Best in Flow Competition Tutorials Part 2 - Tutorial 2

 Writing critical syslog events to Apache Iceberg for analysis

A few weeks have passed since you built your data flow with DataFlow Designer to filter out critical syslog events to a dedicated Kafka topic. Now that everyone has better visibility into real-time health, management wants to do historical analysis on the data. Your company is evaluating Apache Iceberg to build an open data lakehouse and you are tasked with building a flow that ingests the most critical syslog events into an Iceberg table.


Ensure your table is built and accessible.



Create an Apache Iceberg Table


  1. From the Home page, click the Data Hub Clusters. Navigate to oss-kudu-demo from the Data Hubs list






  1. Navigate to Hue from the Kudu Data Hub.

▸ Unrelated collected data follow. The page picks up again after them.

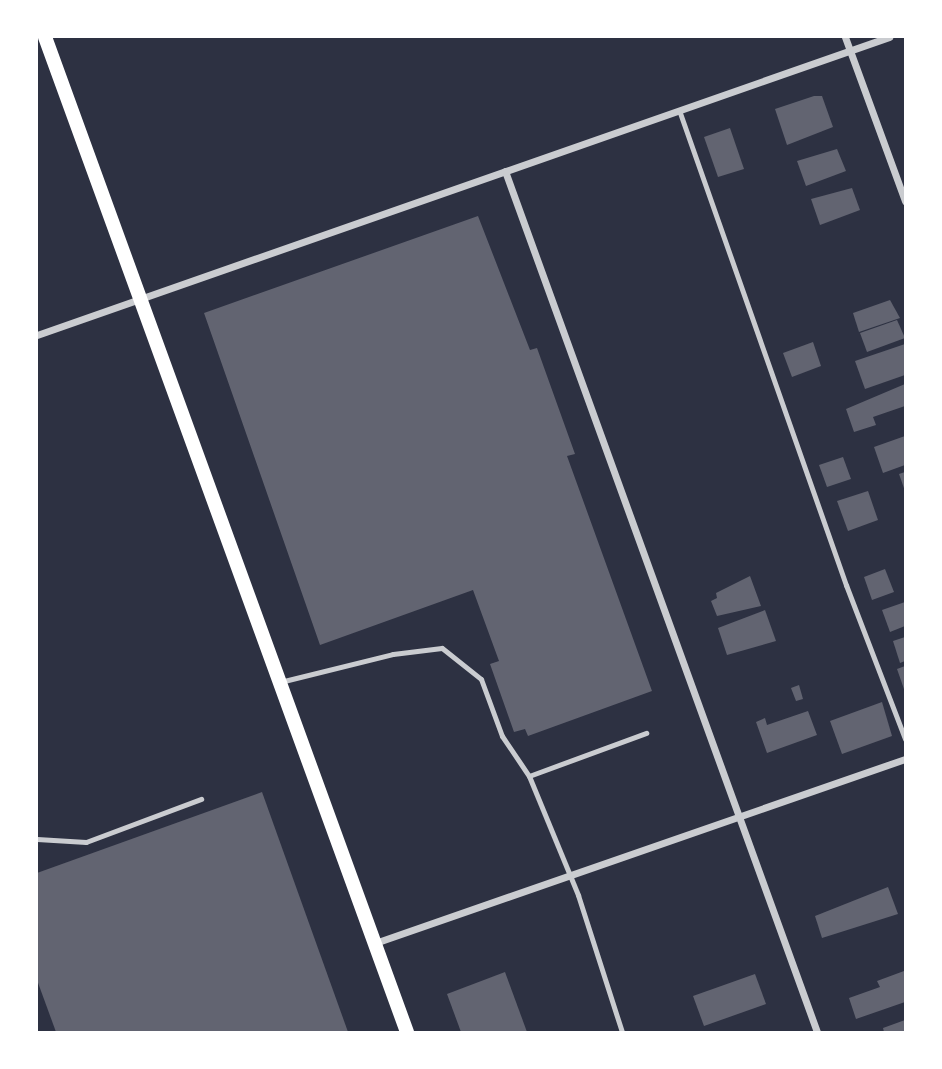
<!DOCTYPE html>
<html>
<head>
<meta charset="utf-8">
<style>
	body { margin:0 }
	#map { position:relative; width:942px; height:1069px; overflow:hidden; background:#2d3142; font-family:"Exo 2",sans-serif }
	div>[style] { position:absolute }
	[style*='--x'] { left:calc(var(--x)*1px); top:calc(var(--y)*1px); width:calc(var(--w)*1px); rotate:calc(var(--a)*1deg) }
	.building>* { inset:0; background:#626471 }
	.service>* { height:5px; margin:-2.5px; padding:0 2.5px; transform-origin:2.5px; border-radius:2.5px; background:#caccd0 }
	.minor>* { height:7px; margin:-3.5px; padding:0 3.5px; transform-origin:3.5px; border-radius:3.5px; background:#caccd0 }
	.secondary>* { height:14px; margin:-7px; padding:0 7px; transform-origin:7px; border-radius:7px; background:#fff }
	span { translate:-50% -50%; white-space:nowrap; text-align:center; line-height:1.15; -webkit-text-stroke:5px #fff; paint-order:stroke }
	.frame { position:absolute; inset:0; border:38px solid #fff; pointer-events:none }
</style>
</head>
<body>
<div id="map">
	<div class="building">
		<i style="clip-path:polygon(814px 96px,822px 96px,833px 127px,787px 145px,775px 109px)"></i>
		<i style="clip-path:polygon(730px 128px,744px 169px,718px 177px,704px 137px)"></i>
		<i style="clip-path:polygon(837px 149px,846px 171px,806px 186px,797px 161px)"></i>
		<i style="clip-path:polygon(852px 188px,860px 210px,820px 225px,811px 199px)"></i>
		<i style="clip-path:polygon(478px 216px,530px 350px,537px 348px,575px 454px,567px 456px,652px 691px,528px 736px,525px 729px,514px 732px,490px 664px,499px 661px,473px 590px,320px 645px,204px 313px)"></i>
		<i style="clip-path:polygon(890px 300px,900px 318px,859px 332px,853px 313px)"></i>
		<i style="clip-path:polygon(897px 320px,905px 338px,867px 352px,860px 333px)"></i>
		<i style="clip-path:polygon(813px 342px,821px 366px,792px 377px,783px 353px)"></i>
		<i style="clip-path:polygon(905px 344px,905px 375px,865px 389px,855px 361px)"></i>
		<i style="clip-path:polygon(905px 384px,905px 406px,873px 417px,876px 425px,854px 432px,846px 409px)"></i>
		<i style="clip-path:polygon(905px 436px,905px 465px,883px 473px,874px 447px)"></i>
		<i style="clip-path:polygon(843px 457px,851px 479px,827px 487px,819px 465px)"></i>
		<i style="clip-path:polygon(905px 472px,905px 491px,899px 474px)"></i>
		<i style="clip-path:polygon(868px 491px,878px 520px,848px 531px,837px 501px)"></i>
		<i style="clip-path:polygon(885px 569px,894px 592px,872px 600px,864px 577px)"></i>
		<i style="clip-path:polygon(750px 576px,761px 606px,717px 616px,711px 601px,717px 598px,716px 593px)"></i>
		<i style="clip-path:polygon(905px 602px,905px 626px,890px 632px,882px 610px)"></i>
		<i style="clip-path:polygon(765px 610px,776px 641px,727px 655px,718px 628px)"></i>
		<i style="clip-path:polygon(905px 637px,905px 661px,900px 663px,893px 641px)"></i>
		<i style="clip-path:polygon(905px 666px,905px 692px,897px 669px)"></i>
		<i style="clip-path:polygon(799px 685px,803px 699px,796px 701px,791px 688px)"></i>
		<i style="clip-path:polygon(882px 702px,892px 736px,842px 754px,830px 721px)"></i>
		<i style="clip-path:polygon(808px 711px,817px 735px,767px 753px,756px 722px,765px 718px,767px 725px)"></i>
		<i style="clip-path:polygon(262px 792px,348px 1032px,56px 1032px,37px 980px,37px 873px)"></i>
		<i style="clip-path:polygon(888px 887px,898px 914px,822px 938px,815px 916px)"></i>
		<i style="clip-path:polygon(904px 971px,905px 1002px,856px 1019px,849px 998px,880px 987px,877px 981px)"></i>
		<i style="clip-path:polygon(505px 972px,527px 1032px,461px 1032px,447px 994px)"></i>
		<i style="clip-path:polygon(755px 974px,766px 1004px,704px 1026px,693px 996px)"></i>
		<i style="clip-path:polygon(905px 1020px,905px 1032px,884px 1032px,883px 1028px)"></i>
	</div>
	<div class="service">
		<i style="--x:679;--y:110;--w:504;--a:70.63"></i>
		<i style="--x:846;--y:585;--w:165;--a:69"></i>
		<i style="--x:280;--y:682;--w:116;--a:-13.9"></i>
		<i style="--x:393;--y:654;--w:49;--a:-7"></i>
		<i style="--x:442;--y:648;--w:50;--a:38.5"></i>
		<i style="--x:481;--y:679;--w:61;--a:69.8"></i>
		<i style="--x:502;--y:736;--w:48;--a:56"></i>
		<i style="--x:529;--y:776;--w:129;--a:67.6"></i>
		<i style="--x:578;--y:895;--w:144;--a:72.2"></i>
		<i style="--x:529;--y:776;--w:125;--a:-20.2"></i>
		<i style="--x:37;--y:839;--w:49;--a:3.5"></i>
		<i style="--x:86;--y:842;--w:123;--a:-20.5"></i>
	</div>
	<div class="minor">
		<i style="--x:845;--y:37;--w:175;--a:69.9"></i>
		<i style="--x:505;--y:171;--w:916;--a:70.08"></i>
		<i style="--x:37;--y:335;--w:903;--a:-19.28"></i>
		<i style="--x:375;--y:943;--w:561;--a:-19.15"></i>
	</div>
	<div class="secondary">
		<i style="--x:45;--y:37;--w:1059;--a:70.01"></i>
	</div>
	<div class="frame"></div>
</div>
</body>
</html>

  1. Inside of Hue you can now create your table.   You will have your own database to work with. To get to your database, click on the ‘<’ icon next to default database. You should see your specific database in the format: <YourEmailWithUnderscores>_db. Click on your database to go to the SQL Editor. 



  1. Create your Apache Iceberg table with the sql below and clicking the play icon to execute the sql query. Note that the the table name must prefixed with your Work Load User Name (userid).  




CREATE TABLE <<userid>>_syslog_critical_archive

(priority int, severity int, facility int, version int, event_timestamp bigint, hostname string,

body string, appName string, procid string, messageid string,

structureddata struct<sdid:struct<eventid:string,eventsource:string,iut:string>>)

STORED BY ICEBERG;






  1. Once you have sent data to your table, you can query it.




Additional Documentation




2.1 Open ReadyFlow & start Test Session


  1. Navigate to DataFlow from the Home Page

  2. Navigate to the ReadyFlow Gallery

  3. Explore the ReadyFlow Gallery

  4. Search for the “Kafka to Iceberg” ReadyFlow.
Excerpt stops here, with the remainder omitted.